-- Opening Marker --

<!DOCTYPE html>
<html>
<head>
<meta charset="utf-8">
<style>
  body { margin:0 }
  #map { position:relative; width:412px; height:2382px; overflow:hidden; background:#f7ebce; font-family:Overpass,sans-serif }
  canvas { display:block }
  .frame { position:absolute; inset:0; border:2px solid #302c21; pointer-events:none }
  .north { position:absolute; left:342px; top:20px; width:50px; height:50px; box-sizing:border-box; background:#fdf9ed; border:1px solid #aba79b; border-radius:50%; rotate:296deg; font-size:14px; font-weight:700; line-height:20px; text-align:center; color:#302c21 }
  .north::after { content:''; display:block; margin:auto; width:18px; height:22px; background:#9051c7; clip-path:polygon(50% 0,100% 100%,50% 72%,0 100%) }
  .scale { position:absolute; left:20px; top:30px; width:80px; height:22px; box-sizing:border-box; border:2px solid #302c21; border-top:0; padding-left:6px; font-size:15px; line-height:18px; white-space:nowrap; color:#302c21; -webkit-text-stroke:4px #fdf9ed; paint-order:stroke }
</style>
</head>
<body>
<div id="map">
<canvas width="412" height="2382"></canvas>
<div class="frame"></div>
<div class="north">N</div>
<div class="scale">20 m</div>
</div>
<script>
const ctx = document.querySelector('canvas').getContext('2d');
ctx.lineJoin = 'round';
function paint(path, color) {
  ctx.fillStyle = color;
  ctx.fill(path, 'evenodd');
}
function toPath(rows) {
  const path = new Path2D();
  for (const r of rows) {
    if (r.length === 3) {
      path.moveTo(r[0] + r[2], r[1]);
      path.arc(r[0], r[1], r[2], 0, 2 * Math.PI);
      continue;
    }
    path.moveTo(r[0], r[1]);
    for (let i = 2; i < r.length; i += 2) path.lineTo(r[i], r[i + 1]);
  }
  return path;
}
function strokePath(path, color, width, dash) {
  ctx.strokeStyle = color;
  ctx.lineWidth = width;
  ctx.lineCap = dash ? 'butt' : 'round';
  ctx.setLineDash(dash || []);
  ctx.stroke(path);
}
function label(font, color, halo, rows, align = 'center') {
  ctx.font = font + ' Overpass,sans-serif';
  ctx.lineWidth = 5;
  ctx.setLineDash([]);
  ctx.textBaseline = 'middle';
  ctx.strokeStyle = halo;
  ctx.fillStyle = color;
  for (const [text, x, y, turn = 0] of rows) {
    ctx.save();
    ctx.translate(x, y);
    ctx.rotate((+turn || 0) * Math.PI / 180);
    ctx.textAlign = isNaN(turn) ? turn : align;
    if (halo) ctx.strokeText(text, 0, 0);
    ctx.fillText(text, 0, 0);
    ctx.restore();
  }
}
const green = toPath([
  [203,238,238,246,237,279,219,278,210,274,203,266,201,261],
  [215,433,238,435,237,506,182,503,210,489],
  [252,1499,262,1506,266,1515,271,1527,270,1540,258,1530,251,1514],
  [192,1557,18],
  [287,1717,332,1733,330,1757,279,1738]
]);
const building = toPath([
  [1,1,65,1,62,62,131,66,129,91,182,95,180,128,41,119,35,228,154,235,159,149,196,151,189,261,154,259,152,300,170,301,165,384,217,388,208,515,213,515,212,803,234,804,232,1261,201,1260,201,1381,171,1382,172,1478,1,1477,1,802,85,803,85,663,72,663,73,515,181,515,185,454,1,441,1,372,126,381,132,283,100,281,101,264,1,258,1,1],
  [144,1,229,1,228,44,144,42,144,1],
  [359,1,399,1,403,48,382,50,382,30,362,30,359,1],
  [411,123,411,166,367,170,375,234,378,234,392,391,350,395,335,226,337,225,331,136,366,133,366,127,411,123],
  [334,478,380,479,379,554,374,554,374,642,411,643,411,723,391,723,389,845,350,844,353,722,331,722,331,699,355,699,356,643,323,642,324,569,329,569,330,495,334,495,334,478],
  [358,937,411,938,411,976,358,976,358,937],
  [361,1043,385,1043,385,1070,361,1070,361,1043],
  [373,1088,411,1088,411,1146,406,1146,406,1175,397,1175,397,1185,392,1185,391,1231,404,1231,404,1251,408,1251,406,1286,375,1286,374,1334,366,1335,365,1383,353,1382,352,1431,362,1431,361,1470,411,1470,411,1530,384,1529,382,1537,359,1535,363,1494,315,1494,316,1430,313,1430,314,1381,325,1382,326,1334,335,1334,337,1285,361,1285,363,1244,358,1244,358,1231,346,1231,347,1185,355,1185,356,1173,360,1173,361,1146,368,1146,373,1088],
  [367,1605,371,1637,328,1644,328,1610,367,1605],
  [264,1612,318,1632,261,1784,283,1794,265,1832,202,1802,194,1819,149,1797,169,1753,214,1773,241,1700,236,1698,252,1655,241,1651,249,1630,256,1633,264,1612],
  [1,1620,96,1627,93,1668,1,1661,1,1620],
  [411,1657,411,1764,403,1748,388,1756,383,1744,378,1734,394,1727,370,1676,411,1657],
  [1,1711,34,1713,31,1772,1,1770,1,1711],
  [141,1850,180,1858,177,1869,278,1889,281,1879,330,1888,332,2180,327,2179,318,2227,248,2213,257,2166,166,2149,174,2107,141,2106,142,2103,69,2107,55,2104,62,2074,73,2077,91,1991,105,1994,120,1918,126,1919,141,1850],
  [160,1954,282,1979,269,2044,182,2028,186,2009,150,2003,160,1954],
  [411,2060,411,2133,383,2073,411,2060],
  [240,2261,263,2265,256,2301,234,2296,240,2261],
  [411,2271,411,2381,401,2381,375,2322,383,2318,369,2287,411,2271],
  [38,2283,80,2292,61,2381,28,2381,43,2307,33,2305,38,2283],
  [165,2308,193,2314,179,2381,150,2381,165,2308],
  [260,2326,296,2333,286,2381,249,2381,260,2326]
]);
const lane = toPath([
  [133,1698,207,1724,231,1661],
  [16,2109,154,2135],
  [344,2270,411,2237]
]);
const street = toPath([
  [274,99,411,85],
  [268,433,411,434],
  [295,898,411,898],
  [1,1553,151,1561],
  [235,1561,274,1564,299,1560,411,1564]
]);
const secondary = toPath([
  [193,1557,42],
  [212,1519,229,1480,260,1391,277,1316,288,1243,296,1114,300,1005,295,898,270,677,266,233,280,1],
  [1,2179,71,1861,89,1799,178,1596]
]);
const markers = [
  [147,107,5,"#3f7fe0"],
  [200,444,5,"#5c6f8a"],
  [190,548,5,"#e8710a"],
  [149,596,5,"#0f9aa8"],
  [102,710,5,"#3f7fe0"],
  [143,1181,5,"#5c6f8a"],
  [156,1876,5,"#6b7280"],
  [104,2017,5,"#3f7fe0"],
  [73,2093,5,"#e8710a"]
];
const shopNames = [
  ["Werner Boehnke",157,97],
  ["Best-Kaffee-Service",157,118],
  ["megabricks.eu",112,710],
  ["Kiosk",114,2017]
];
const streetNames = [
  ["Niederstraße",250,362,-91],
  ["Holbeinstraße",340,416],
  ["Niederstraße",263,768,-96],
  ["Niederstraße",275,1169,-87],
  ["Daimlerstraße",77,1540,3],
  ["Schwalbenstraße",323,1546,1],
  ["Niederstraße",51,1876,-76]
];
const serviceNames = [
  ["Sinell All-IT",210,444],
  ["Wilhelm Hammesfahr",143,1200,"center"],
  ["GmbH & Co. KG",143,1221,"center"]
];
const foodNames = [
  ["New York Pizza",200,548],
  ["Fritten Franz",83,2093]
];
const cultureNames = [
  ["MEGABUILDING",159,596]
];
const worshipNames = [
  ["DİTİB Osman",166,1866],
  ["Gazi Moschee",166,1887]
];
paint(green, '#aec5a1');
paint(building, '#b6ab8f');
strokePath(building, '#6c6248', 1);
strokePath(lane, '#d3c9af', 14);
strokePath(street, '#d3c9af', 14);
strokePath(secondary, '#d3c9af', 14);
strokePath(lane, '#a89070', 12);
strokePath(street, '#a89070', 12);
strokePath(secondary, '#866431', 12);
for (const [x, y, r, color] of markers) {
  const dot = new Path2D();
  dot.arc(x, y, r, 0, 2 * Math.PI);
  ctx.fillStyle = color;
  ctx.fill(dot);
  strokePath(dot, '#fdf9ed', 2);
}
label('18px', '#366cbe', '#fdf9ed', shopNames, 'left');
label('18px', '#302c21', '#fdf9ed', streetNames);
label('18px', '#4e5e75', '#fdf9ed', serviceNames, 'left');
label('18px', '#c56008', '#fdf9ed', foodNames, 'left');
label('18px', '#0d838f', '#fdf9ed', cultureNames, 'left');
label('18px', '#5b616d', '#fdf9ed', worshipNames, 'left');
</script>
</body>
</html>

-- Closing Marker --

• [EXERCISE OBJECTIVE] Using the records above, write out exactly the lines from the one containing "label('18px', '#0d838f', '#fdf9ed', cultureNames, 'left');" through the last, and add nothing.

• [OUTPUT FOR THIS TASK]
label('18px', '#0d838f', '#fdf9ed', cultureNames, 'left');
label('18px', '#5b616d', '#fdf9ed', worshipNames, 'left');
</script>
</body>
</html>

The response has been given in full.